Esta realidad emerge con toda su gravedad en numerosos países del
mundo: tanto en Europa como en Africa, Asia y América. En diversas
regiones no son pocos los desafíos sociales y económicos que deben
afrontar los creyentes y los hombres de buena voluntad. Pobreza y
miseria, diferencias sociales e injusticias a veces legalizadas,
conflictos fratricidas y regímenes opresores interpelan la conciencia de
poblaciones enteras en cualquier parte del mundo.
La reciente Conferencia del Episcopado latinoamericano, celebrada en
Santo Domingo el pasado mes de octubre, ha estudiado con atención la
situación existente en América Latina y, proponiendo de nuevo con gran
urgencia a los cristianos la tarea de la nueva evangelización, ha
invitado de manera apremiante a los fieles y a cuantos aman la justicia
y el bien a servir la causa del hombre sin soslayar ninguna de
sus exigencias más profundas. Los obispos han recordado la gran misión
que debe coordinar los esfuerzos de todos: defender la dignidad de la
persona, comprometerse en una distribución equitativa de los bienes,
promover de manera armónica y solidaria una sociedad donde cada uno se
sienta acogido y amado. Éstos son, como se puede ver, los
presupuestos imprescindibles para construir la verdadera paz.

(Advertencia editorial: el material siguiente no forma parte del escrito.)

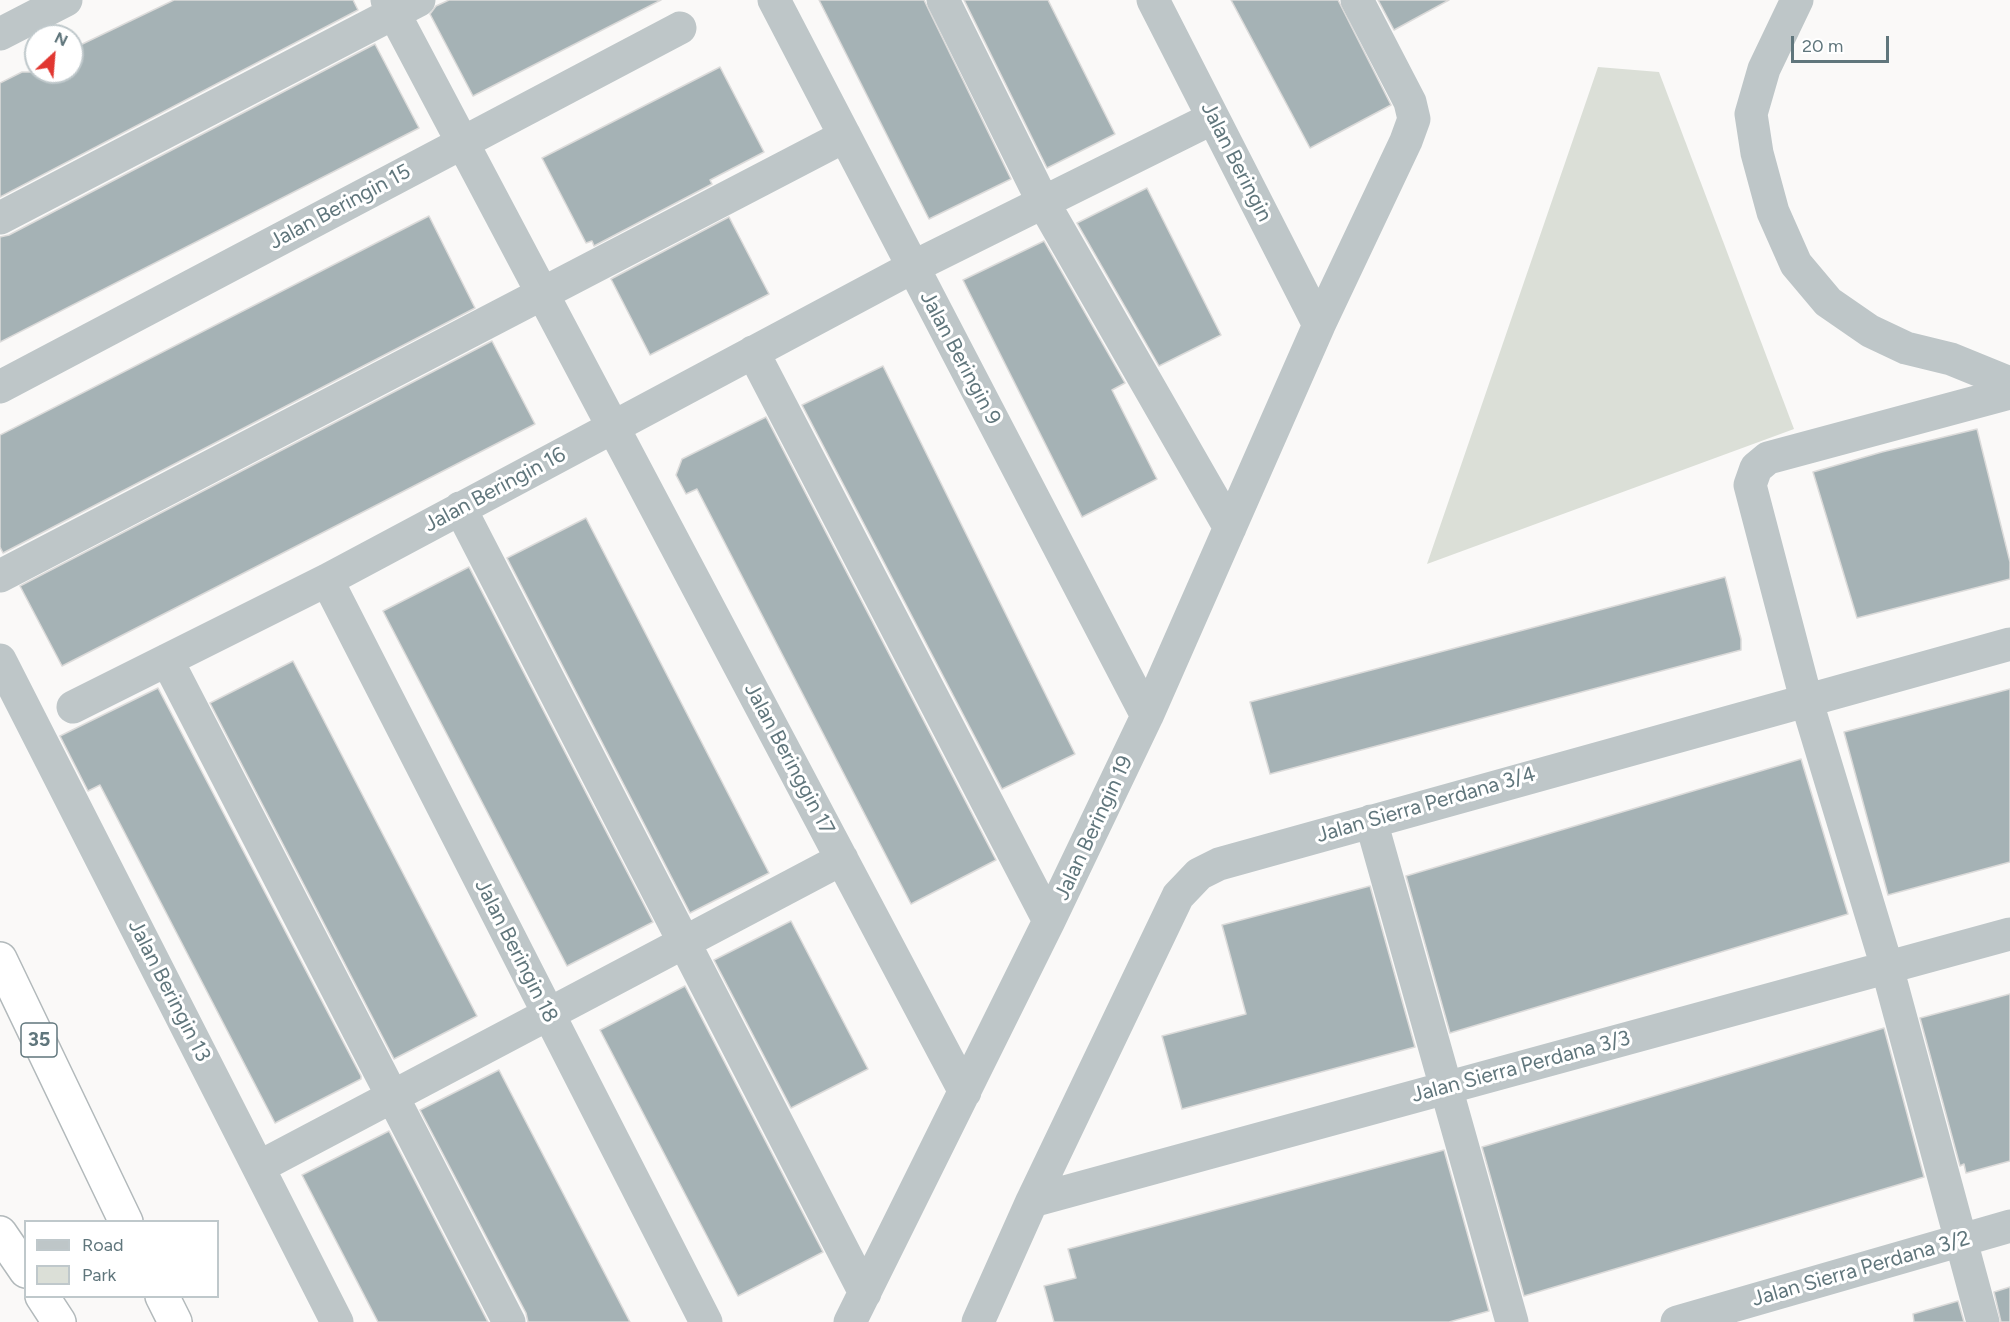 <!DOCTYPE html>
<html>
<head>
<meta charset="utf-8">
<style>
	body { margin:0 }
	#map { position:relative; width:2010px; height:1322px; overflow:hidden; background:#faf9f8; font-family:Figtree,sans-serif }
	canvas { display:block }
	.legend { position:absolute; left:24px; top:1220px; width:195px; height:78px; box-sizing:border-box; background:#fff; border:2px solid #bfc8cb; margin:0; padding:8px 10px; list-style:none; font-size:18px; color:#60767c }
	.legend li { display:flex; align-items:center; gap:12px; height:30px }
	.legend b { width:30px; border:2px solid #bfc8cb }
	.north { position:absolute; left:24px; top:24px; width:60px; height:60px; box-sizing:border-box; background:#fff; border:2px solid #bfc8cb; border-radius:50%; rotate:26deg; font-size:16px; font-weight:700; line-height:24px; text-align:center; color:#60767c }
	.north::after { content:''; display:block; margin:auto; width:21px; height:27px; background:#e13731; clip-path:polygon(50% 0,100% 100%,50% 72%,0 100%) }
	.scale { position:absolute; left:1791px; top:36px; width:98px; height:27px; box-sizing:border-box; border:3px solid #60767c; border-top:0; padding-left:8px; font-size:18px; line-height:21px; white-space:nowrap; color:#60767c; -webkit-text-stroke:4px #fff; paint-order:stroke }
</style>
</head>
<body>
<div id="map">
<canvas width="2010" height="1322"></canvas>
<ul class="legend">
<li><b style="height:8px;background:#bec6c8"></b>Road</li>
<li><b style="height:16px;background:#dbdfd7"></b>Park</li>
</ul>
<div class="north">N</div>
<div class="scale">20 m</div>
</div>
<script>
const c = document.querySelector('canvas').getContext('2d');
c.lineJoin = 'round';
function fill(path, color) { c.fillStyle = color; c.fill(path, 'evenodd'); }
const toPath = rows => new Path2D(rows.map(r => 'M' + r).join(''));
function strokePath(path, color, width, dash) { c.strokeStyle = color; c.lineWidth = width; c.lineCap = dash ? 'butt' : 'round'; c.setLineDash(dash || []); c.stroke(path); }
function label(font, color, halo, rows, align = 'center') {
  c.font = font + ' Figtree,sans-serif'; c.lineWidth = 6; c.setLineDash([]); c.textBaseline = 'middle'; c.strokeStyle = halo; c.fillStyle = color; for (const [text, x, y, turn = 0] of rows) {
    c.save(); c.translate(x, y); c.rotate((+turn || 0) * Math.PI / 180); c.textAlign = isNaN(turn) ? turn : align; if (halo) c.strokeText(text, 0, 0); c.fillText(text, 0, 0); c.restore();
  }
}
const green = toPath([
	[1598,67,1659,72,1794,429,1427,564]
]);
const building = toPath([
	[174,0,353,0,358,10,0,197,0,83,22,72,72,72,72,49,174,0],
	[449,0,661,0,473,96,430,14,436,6,449,0],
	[819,0,924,0,1011,179,929,219,819,0],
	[964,0,1048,0,1115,134,1047,168,964,0],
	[1231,0,1338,0,1391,105,1310,148,1231,0],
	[1378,0,1449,0,1394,30,1378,0],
	[375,44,419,128,0,342,0,237,9,235,375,44],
	[720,67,764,152,710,180,712,184,594,246,592,241,586,243,542,158,720,67],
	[1147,188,1221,335,1159,366,1077,223,1147,188],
	[429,216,475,308,3,553,0,547,0,435,429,216],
	[729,217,769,294,650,355,611,279,729,217],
	[1044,241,1125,383,1112,390,1157,479,1082,517,963,280,1044,241],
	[492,341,535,424,62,666,20,586,492,341],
	[883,366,1075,754,1002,789,802,405,883,366],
	[766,417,996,860,911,904,697,489,686,494,676,475,682,459,766,417],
	[1977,429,2010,562,2010,579,1857,618,1813,472,1882,452,1977,429],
	[586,518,769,873,690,913,507,558,586,518],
	[469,567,653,922,567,966,383,611,469,567],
	[1725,577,1741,639,1741,650,1270,774,1250,702,1725,577],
	[293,661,477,1016,394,1059,210,703,293,661],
	[158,688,361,1076,361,1079,275,1123,100,785,88,791,60,736,158,688],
	[2010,689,2010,862,1888,895,1844,732,2010,689],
	[1801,759,1848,914,1450,1033,1406,876,1801,759],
	[1370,886,1415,1047,1182,1109,1162,1036,1246,1014,1222,925,1370,886],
	[791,921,868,1069,791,1108,714,960,791,921],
	[685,986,823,1252,738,1296,600,1030,685,986],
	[2010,994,2010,1161,1966,1173,1964,1164,1960,1166,1920,1018,2010,994],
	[1884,1028,1924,1177,1524,1296,1482,1147,1884,1028],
	[499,1070,514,1099,630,1322,528,1322,526,1313,420,1110,499,1070],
	[389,1131,488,1322,378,1322,302,1175,389,1131],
	[1444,1150,1489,1311,1449,1322,1054,1322,1044,1286,1076,1278,1068,1249,1444,1150],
	[2010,1287,2010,1322,2001,1322,1994,1292,2010,1287],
	[1958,1301,1964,1322,1914,1322,1913,1314,1958,1301]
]);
const minor = toPath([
	[387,0,965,1092],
	[774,0,1147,716],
	[943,0,1043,202,1230,528],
	[1153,0,1319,325],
	[1797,0,1764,69,1751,114,1757,153,1773,212,1796,264,1828,302,1870,331,1906,348,1951,359,2010,383],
	[0,34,66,0],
	[0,218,419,0],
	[753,352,1049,921],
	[0,387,680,28],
	[460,508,865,1293],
	[0,576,845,136],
	[327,580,706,1322],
	[0,660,337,1322],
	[167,660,509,1322],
	[73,707,327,580,913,267,1213,118],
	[1371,821,1512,1322],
	[259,1167,842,859],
	[1032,1201,2010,934],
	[850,1322,1049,921,1147,716,1319,325,1406,141,1414,119,1410,102,1357,0],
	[978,1322,1032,1201,1178,896,1199,874,1219,864,2010,644],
	[1677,1322,2010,1226],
	[1983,1322,1887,967,1806,699,1750,485,1756,468,1768,458,2010,393]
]);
const highway = toPath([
	[0,959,126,1222],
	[0,1233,26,1271],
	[42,1296,59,1322],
	[162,1296,175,1322]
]);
const shields = [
	[39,1040,36]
];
const shieldNames = [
	["35",39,1040]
];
const streetNames = [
	["Jalan Beringin",1236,162,63],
	["Jalan Beringin 15",340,207,-28],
	["Jalan Beringin 9",960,358,62],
	["Jalan Beringin 16",495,490,-28],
	["Jalan Beringgin 17",789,759,62],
	["Jalan Sierra Perdana 3/4",1426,805,-16],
	["Jalan Beringin 19",1094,828,-65],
	["Jalan Beringin 18",516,951,63],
	["Jalan Beringin 13",169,991,63],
	["Jalan Sierra Perdana 3/3",1521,1067,-15],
	["Jalan Sierra Perdana 3/2",1861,1269,-16]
];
fill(green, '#dbdfd7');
fill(building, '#a5b2b5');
strokePath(building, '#dcdbda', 1.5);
strokePath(highway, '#b2b9bb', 36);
strokePath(minor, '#bec6c8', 33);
strokePath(highway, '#fff', 33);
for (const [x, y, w] of shields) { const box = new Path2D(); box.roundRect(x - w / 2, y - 17, w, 34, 4.5); c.fillStyle = '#fff'; c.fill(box); strokePath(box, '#60767c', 1.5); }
label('bold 20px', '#60767c', null, shieldNames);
label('21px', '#60767c', '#fff', streetNames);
</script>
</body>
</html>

En efecto, decir "paz" es decir mucho más que la simple ausencia de
guerras; es pedir una situación de auténtico respeto a la dignidad y los
derechos de cada ser humano, que le permita realizarse en plenitud. La
explotación de los débiles, las preocupantes zonas de miseria y las
desigualdades sociales constituyen otros tantos obstáculos y rémoras
para que se produzcan las condiciones estables para una auténtica paz.

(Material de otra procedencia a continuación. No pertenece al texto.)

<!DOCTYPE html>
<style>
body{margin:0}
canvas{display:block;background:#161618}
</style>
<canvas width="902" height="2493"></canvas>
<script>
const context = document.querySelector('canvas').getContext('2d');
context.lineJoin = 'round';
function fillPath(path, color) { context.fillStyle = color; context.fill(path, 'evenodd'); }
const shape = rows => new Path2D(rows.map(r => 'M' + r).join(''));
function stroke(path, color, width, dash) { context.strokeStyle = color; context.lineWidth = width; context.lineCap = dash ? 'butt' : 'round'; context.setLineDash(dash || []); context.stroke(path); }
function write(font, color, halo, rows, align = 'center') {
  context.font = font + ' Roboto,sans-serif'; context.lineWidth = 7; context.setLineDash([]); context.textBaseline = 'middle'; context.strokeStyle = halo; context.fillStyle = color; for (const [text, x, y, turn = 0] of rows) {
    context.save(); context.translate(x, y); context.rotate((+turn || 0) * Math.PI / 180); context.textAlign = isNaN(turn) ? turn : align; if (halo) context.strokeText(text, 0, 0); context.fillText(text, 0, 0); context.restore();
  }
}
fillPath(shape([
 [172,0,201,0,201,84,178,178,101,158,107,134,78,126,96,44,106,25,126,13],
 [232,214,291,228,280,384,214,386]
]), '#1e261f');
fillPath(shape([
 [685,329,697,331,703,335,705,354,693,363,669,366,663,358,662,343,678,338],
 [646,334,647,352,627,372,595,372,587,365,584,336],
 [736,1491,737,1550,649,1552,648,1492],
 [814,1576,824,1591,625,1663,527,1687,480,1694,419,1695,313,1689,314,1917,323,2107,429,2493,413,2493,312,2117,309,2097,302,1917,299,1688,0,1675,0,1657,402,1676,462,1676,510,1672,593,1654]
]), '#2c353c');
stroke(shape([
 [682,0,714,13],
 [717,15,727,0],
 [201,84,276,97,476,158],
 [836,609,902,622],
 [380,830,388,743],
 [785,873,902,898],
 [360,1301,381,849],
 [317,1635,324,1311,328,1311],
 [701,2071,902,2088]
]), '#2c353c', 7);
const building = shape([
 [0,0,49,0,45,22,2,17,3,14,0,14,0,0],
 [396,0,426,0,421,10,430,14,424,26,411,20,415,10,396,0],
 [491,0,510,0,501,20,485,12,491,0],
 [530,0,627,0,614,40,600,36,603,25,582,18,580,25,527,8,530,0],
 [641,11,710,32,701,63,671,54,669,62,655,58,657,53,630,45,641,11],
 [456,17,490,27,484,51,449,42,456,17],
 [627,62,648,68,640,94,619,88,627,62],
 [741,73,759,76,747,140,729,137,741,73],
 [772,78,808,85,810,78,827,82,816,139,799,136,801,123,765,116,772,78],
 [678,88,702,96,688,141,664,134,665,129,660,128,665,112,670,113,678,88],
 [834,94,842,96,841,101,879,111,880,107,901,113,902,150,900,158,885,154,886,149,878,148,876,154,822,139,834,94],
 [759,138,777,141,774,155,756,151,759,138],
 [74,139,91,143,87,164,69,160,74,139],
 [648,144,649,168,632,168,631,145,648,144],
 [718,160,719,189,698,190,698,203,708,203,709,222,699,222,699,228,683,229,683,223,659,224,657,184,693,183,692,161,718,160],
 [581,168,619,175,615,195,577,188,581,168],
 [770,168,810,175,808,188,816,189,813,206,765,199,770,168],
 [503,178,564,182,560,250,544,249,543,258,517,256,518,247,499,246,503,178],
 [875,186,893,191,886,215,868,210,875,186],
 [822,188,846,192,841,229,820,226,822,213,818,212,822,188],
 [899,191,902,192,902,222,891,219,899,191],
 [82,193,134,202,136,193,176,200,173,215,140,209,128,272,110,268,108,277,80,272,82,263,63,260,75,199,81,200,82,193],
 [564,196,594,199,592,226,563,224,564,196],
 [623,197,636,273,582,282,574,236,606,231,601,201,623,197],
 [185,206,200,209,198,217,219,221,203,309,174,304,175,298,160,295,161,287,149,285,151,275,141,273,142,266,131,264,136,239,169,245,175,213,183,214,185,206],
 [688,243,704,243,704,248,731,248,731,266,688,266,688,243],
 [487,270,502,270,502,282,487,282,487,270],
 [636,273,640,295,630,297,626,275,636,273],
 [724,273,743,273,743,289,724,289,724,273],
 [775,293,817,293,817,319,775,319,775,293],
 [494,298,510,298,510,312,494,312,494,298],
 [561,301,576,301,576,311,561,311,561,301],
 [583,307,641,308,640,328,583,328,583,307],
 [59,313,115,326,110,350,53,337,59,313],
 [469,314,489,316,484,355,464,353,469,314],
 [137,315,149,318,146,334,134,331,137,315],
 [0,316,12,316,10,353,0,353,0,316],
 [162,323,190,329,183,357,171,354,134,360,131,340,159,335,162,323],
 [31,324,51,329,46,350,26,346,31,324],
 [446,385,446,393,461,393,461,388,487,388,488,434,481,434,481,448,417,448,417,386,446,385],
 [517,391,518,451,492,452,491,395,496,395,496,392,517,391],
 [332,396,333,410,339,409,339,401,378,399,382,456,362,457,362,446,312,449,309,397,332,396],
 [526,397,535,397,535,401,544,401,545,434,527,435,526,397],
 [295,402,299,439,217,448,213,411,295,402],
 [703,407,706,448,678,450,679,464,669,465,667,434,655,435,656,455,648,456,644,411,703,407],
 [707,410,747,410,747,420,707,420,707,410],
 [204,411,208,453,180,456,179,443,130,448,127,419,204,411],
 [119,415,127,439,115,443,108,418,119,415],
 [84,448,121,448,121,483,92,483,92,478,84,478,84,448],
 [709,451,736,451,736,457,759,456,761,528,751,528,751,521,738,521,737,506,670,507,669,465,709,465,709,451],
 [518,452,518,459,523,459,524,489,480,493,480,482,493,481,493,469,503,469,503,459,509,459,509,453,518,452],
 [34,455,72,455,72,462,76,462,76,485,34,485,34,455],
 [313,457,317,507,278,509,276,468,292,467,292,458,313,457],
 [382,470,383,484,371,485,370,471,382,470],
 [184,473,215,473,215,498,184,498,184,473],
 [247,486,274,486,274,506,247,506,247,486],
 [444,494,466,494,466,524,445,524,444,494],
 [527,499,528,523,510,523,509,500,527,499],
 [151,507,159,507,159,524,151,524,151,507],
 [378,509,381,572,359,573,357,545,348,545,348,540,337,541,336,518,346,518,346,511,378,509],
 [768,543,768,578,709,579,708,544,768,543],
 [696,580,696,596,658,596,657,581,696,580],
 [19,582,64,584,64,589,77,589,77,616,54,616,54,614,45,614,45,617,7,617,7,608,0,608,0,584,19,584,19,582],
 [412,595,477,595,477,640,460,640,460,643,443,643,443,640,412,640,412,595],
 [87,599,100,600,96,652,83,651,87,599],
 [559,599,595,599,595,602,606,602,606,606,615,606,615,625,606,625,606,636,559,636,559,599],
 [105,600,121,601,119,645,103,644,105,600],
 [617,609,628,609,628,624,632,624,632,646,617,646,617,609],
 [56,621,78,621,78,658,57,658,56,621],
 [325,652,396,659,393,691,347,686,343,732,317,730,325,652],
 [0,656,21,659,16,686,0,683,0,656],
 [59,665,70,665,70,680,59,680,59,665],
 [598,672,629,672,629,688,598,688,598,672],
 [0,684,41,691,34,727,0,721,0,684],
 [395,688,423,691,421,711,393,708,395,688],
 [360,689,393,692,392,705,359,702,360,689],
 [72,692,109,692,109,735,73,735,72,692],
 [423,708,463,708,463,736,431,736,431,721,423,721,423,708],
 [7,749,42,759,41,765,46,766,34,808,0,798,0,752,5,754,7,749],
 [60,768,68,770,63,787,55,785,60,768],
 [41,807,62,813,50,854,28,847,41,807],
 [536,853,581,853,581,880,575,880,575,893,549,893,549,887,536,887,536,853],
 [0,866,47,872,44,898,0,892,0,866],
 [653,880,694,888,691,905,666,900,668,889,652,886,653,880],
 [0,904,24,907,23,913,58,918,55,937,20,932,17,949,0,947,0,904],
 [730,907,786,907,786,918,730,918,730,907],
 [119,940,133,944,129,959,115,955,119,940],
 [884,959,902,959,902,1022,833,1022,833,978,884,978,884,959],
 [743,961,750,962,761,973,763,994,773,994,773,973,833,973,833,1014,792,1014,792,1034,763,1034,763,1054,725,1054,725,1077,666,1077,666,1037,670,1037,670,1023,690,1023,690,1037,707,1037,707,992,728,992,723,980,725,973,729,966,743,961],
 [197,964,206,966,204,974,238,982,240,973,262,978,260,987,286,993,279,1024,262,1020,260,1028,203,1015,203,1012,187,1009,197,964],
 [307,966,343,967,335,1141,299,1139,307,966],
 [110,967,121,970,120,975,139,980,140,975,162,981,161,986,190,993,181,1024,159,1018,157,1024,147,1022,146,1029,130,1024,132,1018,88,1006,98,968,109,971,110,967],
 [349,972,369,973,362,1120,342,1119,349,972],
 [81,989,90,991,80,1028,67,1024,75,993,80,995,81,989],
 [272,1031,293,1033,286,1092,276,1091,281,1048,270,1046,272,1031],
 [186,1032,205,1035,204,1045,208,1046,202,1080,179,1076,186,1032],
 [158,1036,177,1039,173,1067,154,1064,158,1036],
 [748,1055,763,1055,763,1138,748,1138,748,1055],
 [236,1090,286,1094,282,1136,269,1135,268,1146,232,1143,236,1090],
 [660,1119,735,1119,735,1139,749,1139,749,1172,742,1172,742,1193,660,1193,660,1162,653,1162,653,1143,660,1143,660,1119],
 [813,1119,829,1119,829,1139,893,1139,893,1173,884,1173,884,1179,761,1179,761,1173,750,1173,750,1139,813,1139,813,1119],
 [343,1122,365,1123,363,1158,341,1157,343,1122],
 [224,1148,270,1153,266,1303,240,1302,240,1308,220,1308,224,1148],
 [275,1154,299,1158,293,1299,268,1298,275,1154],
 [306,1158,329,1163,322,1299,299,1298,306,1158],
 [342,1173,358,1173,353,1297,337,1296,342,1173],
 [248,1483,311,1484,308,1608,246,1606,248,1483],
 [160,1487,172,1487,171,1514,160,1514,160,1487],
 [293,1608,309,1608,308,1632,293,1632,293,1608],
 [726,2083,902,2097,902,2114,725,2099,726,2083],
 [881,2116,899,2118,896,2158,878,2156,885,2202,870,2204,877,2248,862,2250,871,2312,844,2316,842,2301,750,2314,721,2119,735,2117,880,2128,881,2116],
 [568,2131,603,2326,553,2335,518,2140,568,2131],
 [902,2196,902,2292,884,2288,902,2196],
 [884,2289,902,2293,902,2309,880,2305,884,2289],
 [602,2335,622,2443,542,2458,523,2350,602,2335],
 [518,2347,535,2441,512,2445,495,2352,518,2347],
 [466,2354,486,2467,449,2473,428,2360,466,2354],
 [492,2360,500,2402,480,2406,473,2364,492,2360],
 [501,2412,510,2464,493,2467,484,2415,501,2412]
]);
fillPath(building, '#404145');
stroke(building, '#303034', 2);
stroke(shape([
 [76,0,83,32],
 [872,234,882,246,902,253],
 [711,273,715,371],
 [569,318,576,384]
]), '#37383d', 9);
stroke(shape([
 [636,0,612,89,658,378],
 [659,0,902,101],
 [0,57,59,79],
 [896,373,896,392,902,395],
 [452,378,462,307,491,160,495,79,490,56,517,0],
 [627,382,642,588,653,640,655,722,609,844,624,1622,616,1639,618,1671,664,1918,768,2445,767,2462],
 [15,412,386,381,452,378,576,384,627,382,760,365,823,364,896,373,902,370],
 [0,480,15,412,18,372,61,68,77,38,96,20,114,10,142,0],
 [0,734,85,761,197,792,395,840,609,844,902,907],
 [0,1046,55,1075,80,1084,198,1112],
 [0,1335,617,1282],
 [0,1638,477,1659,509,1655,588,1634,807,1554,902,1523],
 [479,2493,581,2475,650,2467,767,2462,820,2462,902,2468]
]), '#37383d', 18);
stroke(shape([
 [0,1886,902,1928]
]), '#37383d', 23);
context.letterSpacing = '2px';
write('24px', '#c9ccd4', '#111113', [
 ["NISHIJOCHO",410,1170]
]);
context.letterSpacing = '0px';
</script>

Pobreza y paz: al inicio del nuevo año, quisiera invitar a
todos a una reflexión común sobre las múltiples conexiones existentes
entre estas dos realidades.
En particular, deseo llamar la atención sobre la amenaza para la paz
derivada de la pobreza, sobre todo cuando ésta se convierte en miseria.
Son millones los niños, las mujeres y los hombres que sufren
cotidianamente hambre, inseguridad y marginación. Estas situaciones
constituyen una grave ofensa a la dignidad humana y contribuyen a la
inestabilidad social.
La opción inhumana de la guerra
2. Actualmente existe otra situación que es fuente de pobreza y
miseria: la que deriva de la guerra entre naciones y de conflictos
dentro de un mismo país. Frente a los trágicos hechos que han
ensangrentado y siguen ensangrentando, sobre todo por motivos étnicos,
varias regiones del mundo, es necesario recordar lo que dije en el
mensaje para la Jornada de la paz de 1981, que tenía como tema: "Para
servir a la paz, respeta la libertad". Subrayaba entonces que el
presupuesto indispensable para la edificación de una verdadera paz es el
respeto de las libertades y los derechos de los demás individuos y
colectividades. La paz se obtiene promoviendo unos pueblos libres en un
mundo de libertad. Conserva, por tanto, toda su actualidad el
llamamiento que hice entonces: "El respeto a la libertad de los pueblos
y de las naciones es una parte integrante de la paz. Las guerras no han
cesado de estallar y la destrucción ha golpeado pueblos y culturas
enteras porque la soberanía de un pueblo o de una nación no había sido
respetada. Todos los continentes han sido testigos y víctimas de guerras
y de luchas fratricidas, provocadas por la tentativa de una nación de
limitar la autonomía de otra" (n. 8).
Y añadía además: "Sin la voluntad de respetar la libertad de cada
pueblo, de toda nación o cultura, y sin un consenso global a este
respecto, será difícil crear condiciones de paz... Por parte de cada
nación y de sus gobernantes, esto supone un empeño consciente y público
a renunciar a las reivindicaciones y a los designios que causan daño a
las demás naciones; dicho de otro modo, esto supone el rechazo a seguir
toda doctrina de supremacía nacional o cultural" (ib., n. 9).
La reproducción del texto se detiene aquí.